-- SUPPLIED MATERIAL follows --

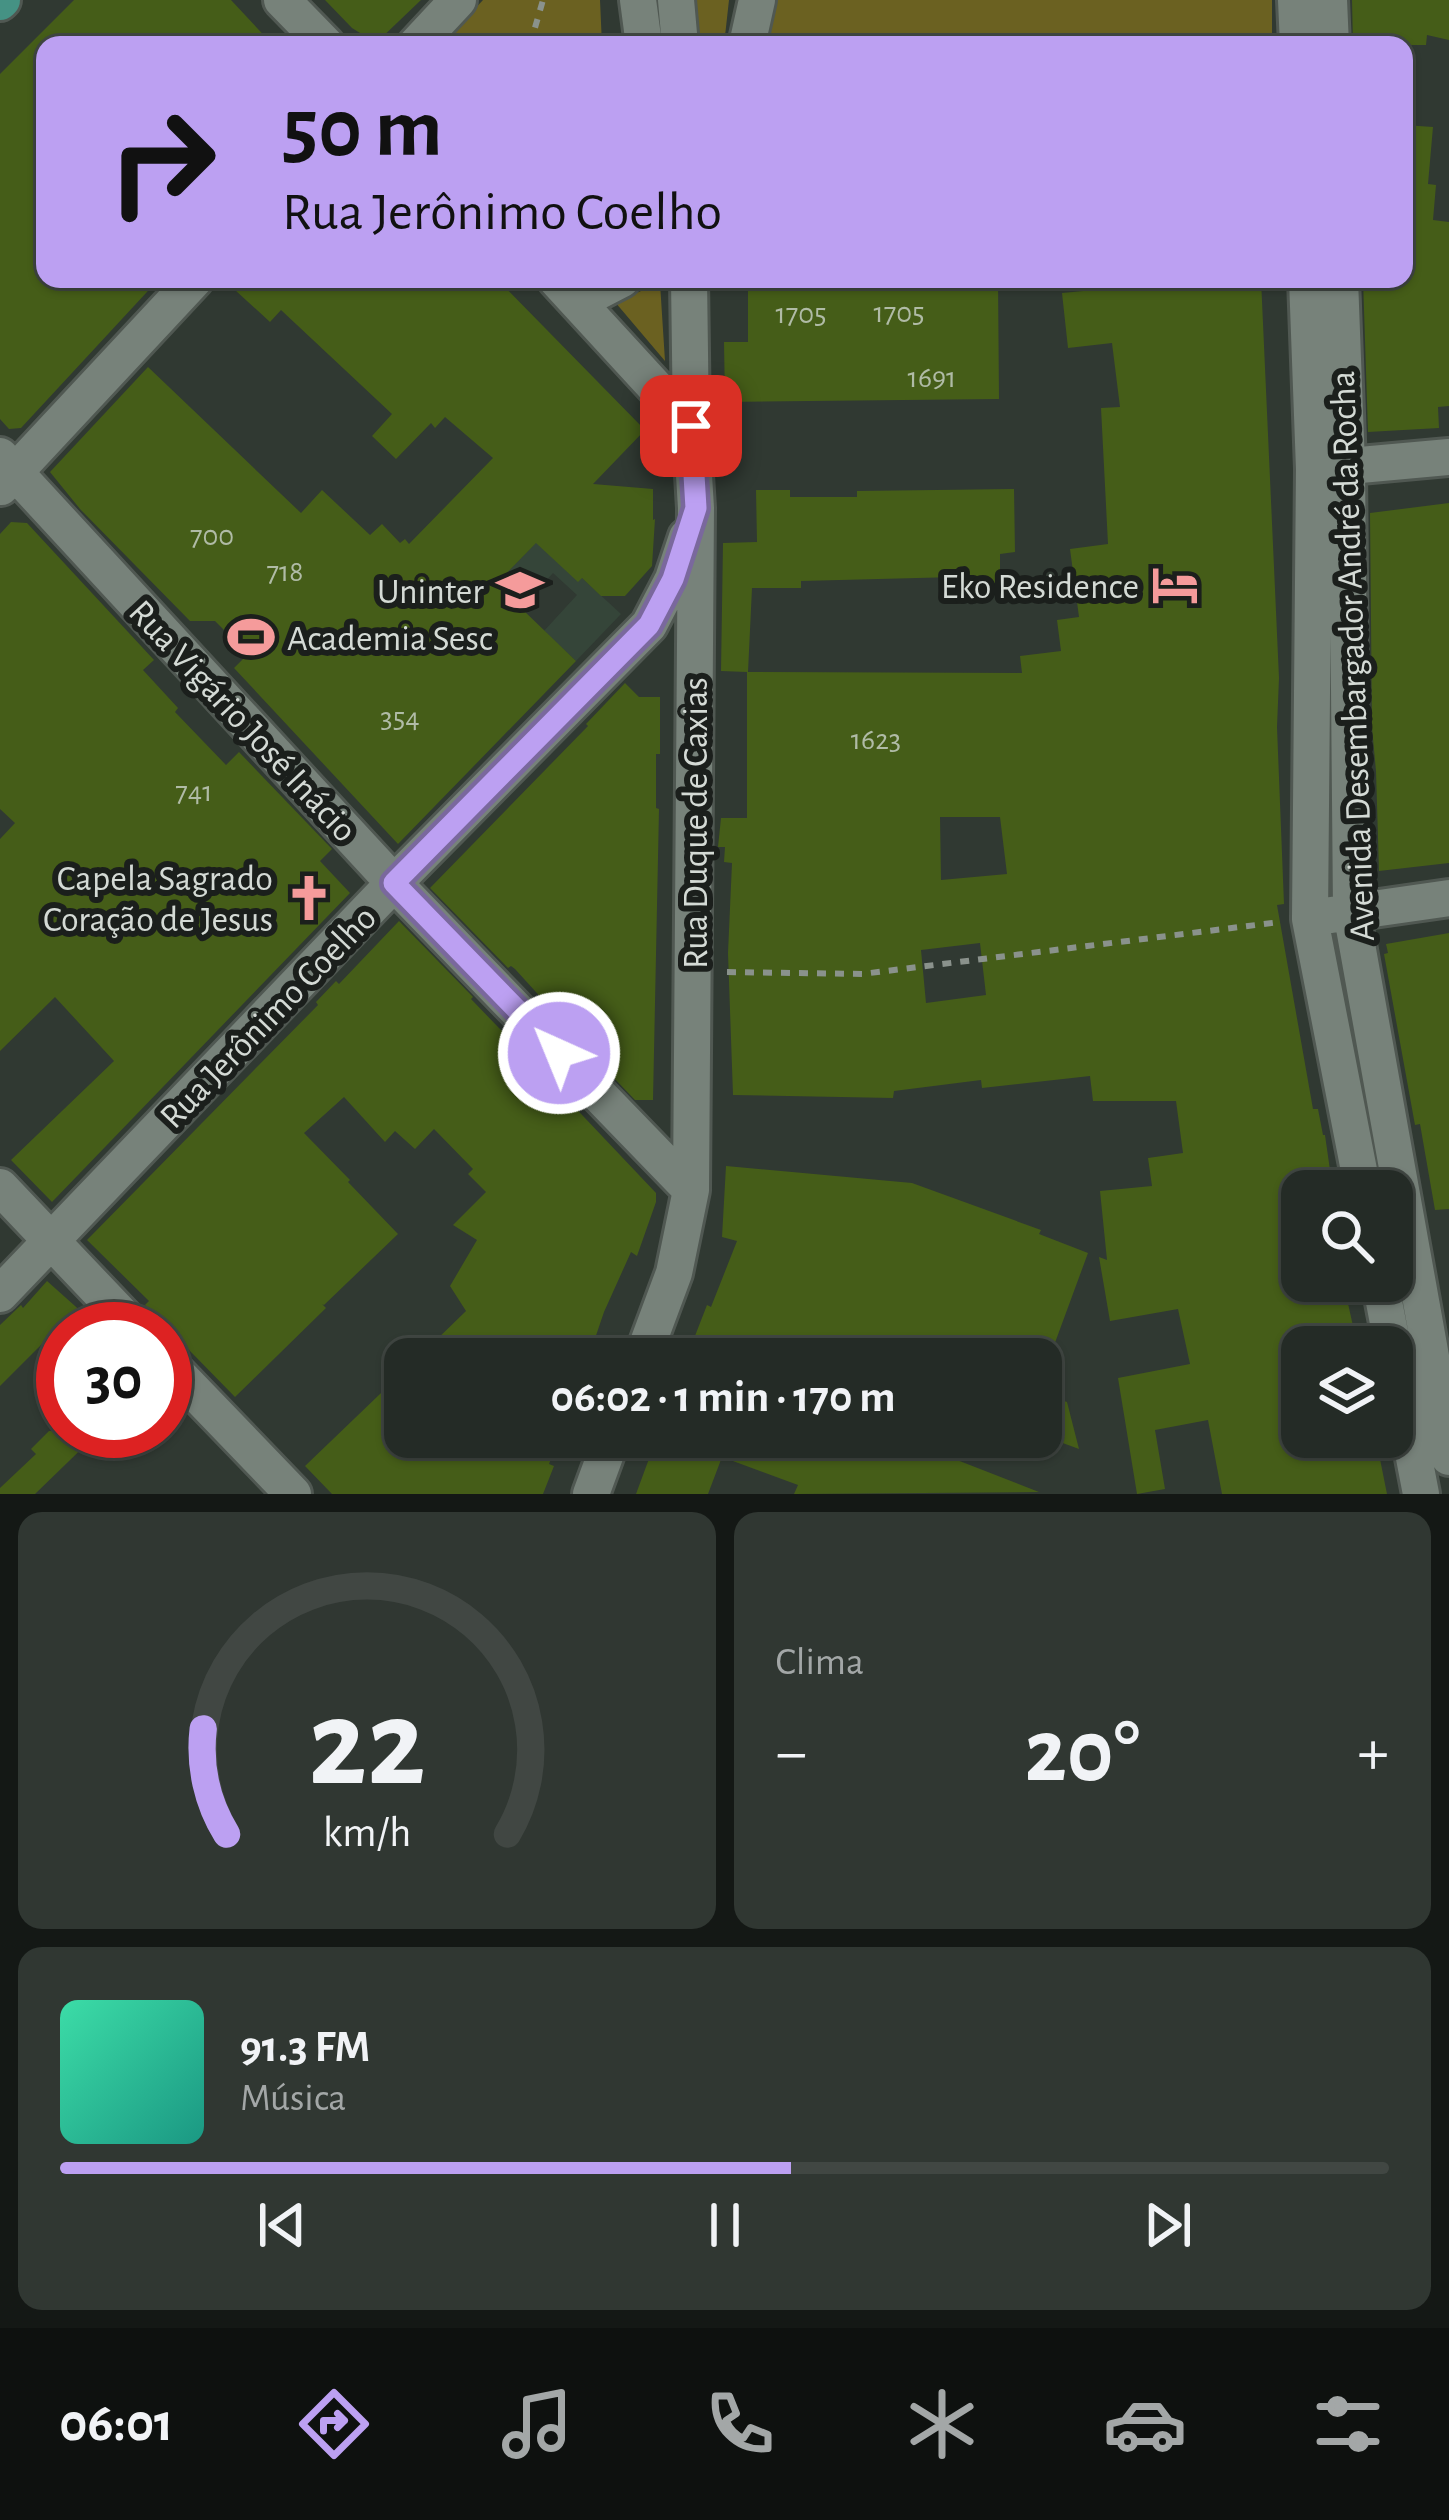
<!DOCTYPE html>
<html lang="pt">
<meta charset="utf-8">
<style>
body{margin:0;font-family:"Alegreya Sans",sans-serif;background:#303732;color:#f1f3f6;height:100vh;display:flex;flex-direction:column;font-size:45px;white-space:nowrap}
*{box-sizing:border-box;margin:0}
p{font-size:39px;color:#a3a7a7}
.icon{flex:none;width:66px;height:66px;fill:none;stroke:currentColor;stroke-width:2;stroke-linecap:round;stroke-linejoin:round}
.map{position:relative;height:1494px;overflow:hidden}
.side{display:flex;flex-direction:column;gap:18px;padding:18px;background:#141815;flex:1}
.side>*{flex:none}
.hud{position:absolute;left:36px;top:36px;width:1377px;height:252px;border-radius:24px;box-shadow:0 3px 9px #0004,0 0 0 3px #414743;background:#bca0f2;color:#111;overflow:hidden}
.fabs{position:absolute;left:1281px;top:1170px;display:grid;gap:24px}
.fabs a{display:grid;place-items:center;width:132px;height:132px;border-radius:24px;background:#242b26;box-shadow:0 3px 9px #0004,0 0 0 3px #414743;font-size:60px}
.speed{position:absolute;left:36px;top:1302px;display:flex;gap:24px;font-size:60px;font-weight:700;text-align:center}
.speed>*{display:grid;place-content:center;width:156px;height:156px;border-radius:50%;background:#242b26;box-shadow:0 3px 9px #0004,0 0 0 3px #414743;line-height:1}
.speed .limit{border:18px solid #d22;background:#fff;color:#111}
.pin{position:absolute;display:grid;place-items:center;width:102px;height:102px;color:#fff;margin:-51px;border-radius:24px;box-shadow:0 6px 18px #0006}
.me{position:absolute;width:132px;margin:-66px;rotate:316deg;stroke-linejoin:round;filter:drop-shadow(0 0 9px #0008)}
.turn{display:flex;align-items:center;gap:42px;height:252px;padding:0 48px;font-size:54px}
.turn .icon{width:156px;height:156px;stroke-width:2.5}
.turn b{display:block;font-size:84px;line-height:102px}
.big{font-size:90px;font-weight:700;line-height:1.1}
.side .card{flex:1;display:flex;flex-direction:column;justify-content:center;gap:18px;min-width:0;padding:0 42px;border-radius:24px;background:#303732}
.side .dial{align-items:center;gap:0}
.dial svg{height:312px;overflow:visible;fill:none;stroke:#414743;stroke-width:7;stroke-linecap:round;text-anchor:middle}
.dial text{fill:#f1f3f6;stroke:none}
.song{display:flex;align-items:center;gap:36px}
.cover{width:144px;height:144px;border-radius:18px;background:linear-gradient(135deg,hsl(160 70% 55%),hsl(170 70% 35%))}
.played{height:12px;border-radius:6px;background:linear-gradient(90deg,#bca0f2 55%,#414743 55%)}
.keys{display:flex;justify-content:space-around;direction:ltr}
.heat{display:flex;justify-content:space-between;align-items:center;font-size:66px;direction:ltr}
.side .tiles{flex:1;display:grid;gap:18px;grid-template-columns:1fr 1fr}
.card:last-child{grid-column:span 2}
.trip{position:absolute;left:384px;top:1338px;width:678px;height:120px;border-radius:24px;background:#242b26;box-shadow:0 3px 9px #0004,0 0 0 3px #414743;font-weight:700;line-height:120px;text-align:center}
.tabs{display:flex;height:192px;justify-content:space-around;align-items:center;background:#0e110f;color:#a3a7a7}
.tabs .icon{width:84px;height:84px}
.tabs .on{color:#bca0f2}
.tabs b{font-size:54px;color:#f1f3f6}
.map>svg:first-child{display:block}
.built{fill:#354539}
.green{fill:#6b6121}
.building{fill:#455d18;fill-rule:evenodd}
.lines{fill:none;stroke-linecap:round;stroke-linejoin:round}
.minor-casing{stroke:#505852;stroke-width:42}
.major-casing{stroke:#505852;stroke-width:42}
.path{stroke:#8a928c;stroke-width:6;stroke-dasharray:9 9;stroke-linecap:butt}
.minor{stroke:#77827a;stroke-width:36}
.major{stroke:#459284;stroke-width:36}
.route-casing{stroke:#7a689d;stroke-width:30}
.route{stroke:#bca0f2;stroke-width:21}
.labels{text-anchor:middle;stroke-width:12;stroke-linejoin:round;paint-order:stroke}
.number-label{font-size:30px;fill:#b0bba6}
.poi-label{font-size:36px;fill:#d4dad5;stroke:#1b1f1c;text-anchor:end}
.street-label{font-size:36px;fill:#d4dad5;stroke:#1b1f1c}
</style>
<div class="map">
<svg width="1449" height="1494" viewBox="0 0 1449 1494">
<rect width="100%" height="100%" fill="#303932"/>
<path class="built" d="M555,523L582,578L621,614L576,661L544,631L577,595L553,573L521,608L496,584Z"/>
<path class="green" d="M483,0H600L602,45H441Z
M684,0H729L724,45H687Z
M768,0H1272V36L1064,42V45H759Z
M660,283L665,361L615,302Z"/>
<path class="building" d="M74,0H231L273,45H45V279H159L21,428L9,429L0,419V74Z
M325,0H421L376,43L352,28Z
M1352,0H1449V40L1427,35L1426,45H1353Z
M1404,125L1433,127L1428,184L1436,185L1433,220L1449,222V406L1438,407L1439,428L1368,432L1363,279H1404Z
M223,279H497L645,430L593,484L653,489V520L655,519L652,566L625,596H601L582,578L578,582L536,543L496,584L576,661L398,844L234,668L248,654L215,621H190L80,509L50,472L148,367L301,513L322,490L370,535L382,524L400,543L405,539L409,544L493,458L445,417L435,428L431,423L396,459L372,436L392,414L281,310L270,322Z
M748,279H799V286L940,284V279H998L999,399L725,402L724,342H748Z
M1081,279H1261L1279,678L1277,727L1284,904L1277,905L1313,1109H1318L1323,1135H1325L1333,1191H1302V1281H1343L1355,1335L1353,1336L1355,1347H1302V1437H1373L1374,1444H1377L1387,1494H1222L1208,1420L1155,1430L1165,1489L1137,1494L1118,1378L1190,1364L1178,1309L1110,1321L1099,1257L1107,1260L1100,1191L1152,1186L1148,1158L1183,1153L1176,1101H1093L1090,1076L982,1088L981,1080L894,1091L893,1098L733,1095L728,953L732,863L724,862L725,847H718L721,818H747V672L721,671L723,543L757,542L756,490H790V497H857V491L1014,489L1015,552L1000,554V579H996V583L956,584V577L801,581V588H752L748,672L1022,673L1020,656L1061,651L1057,620L1079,617L1070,549L1108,544L1101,408L1120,407L1112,343L1068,348L1062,293L1083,291ZM940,817H1000L1007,874L941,880ZM980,943L986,995L926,1003L921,950Z
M1449,503V863L1379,871L1376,771L1372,728L1370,513Z
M11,522L27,523L154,660L143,670L178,708L175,712L226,765L239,752L332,849L320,861L350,893L52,1202L11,1160L114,1061L55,997L0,1051V839L15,823L0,809V534Z
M625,683L639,697H660V754H656V808L659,809L653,1100H635L564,1026L565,1024L515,969L511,966L508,968L430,888L588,726L586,724Z
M399,921L473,997L471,999L498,1027L571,1098H566L656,1193V1202L637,1256L631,1252L604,1312L588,1359H463L430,1346L466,1311L450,1286L477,1240L453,1225L486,1192L468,1174L473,1169L434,1129L415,1149L395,1131L385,1142L344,1097L304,1133L350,1180L348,1182L398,1234L324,1305L322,1304L326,1308L235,1397L145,1305L149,1301L87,1240L318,1005L316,1002L336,981L339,984Z
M1449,933V1209L1435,1210L1420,1124L1415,1125L1384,954L1388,953L1386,944Z
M726,1166L912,1183L1041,1230L1039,1234L1088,1253L1049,1359H686L707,1305L711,1307L737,1241L722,1237Z
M47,1281L84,1314L69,1329H63V1335L57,1341L51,1335L0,1386V1325L21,1305L23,1308Z
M405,1370V1437H559L549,1464L554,1466L543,1494H332L305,1466Z
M1041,1393L1067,1402L1079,1449L1041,1435Z
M49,1431H100L35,1494H0V1488L36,1454L31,1449Z
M657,1437H898L1039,1492L794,1494L798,1485L722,1457L708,1494H636Z"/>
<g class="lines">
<defs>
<path id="minor" d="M282,0L326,45
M638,0L644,45
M676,0L680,45
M1296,0L1298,45
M1329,0L1331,45
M416,45L458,0
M747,45L757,0
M556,279L691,426
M1307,279L1314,469L1310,919L1363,1191
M1340,279L1347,466L1351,911L1449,1457
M562,285L595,293L622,279
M0,456L394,883L691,1190
M1327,468L1449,457
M1,487L195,279
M1331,915L1449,898
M0,1187L135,1329
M1380,1281L1421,1494
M0,1294L394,883L649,625L673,579L687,537
M642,1359L674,1273L691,1190L696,508L691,426L689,279
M165,1361L293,1494
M591,1494L612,1437"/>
<path id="major" d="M0,2L2,0"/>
</defs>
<use href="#minor" class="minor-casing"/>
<use href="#major" class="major-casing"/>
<path class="path" d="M530,45L543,0
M727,972L862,974L1280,922"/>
<use href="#minor" class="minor"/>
<use href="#major" class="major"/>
</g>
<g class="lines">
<defs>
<path id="route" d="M559,1053L394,883L649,625L673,579L696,508L691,426"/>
</defs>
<use href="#route" class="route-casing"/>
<use href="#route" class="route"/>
</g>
<defs>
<symbol id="hotel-bare" viewBox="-9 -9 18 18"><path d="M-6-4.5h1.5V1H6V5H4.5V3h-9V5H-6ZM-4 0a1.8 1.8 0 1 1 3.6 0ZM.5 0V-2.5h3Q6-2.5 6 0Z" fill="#f59b9b" stroke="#1b1f1c" stroke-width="2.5" paint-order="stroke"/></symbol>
<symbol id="university-bare" viewBox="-9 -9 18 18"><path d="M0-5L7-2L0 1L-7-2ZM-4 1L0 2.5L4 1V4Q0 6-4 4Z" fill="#f59b9b" stroke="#1b1f1c" stroke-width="2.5" paint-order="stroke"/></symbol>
<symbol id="stadium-bare" viewBox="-9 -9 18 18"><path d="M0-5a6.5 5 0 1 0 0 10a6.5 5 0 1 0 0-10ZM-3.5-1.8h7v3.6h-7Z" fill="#f59b9b" stroke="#1b1f1c" stroke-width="2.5" paint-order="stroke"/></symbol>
<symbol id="church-bare" viewBox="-9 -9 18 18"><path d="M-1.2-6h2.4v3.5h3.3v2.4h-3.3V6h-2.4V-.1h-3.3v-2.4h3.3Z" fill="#f59b9b" stroke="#1b1f1c" stroke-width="2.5" paint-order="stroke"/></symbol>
</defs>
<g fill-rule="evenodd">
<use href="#hotel-bare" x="1142" y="552" width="66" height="66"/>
<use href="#university-bare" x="487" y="557" width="66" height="66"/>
<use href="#stadium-bare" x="218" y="604" width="66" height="66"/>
<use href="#church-bare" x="276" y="865" width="66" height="66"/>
</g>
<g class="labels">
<g class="number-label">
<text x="899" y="322">1705</text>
<text x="801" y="323">1705</text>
<text x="932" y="387">1691</text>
<text x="212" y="545">700</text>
<text x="285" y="581">718</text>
<text x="400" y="727">354</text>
<text x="876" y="749">1623</text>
<text x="194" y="801">741</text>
</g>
<g class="poi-label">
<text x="1139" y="598">Eko Residence</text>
<text x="484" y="603">Uninter</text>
<text x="287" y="650" text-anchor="start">Academia Sesc</text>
<text x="273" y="890">Capela Sagrado<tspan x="273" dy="41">Coração de Jesus</tspan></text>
</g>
<g class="street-label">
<text transform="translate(1351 656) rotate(-92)" y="13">Avenida Desembargador André da Rocha</text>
<text transform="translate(244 720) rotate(47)" y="13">Rua Vigário José Inácio</text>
<text transform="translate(694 823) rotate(-90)" y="13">Rua Duque de Caxias</text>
<text transform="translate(267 1016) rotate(-46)" y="13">Rua Jerônimo Coelho</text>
</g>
</g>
</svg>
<div class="fabs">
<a><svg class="icon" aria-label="search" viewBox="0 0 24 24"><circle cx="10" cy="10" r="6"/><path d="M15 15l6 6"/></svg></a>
<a><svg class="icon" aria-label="layers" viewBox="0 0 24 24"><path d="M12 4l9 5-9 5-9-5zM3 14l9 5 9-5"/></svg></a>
</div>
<div class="speed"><div class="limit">30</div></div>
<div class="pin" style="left:691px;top:426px;background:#d93025"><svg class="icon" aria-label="arrive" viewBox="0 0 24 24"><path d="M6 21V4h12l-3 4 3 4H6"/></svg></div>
<svg class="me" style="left:559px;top:1053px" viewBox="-20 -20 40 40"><circle r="17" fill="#bca0f2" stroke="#fff" stroke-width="3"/><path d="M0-11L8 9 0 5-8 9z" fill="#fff"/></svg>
<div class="trip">06:02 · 1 min · 170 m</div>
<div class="hud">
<div class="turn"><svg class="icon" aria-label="right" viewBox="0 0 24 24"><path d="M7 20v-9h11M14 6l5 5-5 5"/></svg><div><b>50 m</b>Rua Jerônimo Coelho</div></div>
</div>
</div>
<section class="side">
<div class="tiles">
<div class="card dial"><svg viewBox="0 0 100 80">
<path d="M14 69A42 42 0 1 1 86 69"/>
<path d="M14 69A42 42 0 0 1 8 42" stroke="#bca0f2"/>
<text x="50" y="56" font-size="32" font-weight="700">22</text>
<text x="50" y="72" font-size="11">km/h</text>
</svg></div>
<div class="card"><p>Clima</p>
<div class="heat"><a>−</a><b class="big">20°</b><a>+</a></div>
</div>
<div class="card">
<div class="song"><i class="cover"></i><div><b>91.3 FM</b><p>Música</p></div></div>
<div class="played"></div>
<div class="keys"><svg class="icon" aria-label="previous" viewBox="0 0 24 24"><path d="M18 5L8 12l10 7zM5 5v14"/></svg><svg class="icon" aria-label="pause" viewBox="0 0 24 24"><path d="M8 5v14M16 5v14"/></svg><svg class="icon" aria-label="next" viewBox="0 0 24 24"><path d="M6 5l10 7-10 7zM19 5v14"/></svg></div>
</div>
</div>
</section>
<nav class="tabs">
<b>06:01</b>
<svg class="icon on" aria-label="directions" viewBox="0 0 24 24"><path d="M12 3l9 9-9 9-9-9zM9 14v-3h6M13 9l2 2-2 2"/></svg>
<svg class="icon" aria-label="music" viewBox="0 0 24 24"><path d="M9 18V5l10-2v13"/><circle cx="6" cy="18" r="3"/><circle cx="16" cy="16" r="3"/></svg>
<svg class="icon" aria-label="phone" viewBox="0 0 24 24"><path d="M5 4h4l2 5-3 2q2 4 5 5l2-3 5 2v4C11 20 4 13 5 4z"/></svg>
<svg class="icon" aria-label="climate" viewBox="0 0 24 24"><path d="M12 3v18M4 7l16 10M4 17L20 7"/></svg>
<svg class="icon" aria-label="car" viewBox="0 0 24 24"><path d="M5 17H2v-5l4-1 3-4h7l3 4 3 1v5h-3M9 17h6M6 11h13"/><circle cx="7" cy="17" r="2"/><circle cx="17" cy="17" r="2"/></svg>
<svg class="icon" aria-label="filters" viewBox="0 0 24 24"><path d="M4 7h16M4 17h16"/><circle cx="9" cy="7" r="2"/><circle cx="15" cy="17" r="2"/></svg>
</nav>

-- SUPPLIED MATERIAL concluded --

ABOUT THIS EXERCISE: From the records above, return each line where "evenodd" occurs.

ANSWER BOX:
.building{fill:#455d18;fill-rule:evenodd}
<g fill-rule="evenodd">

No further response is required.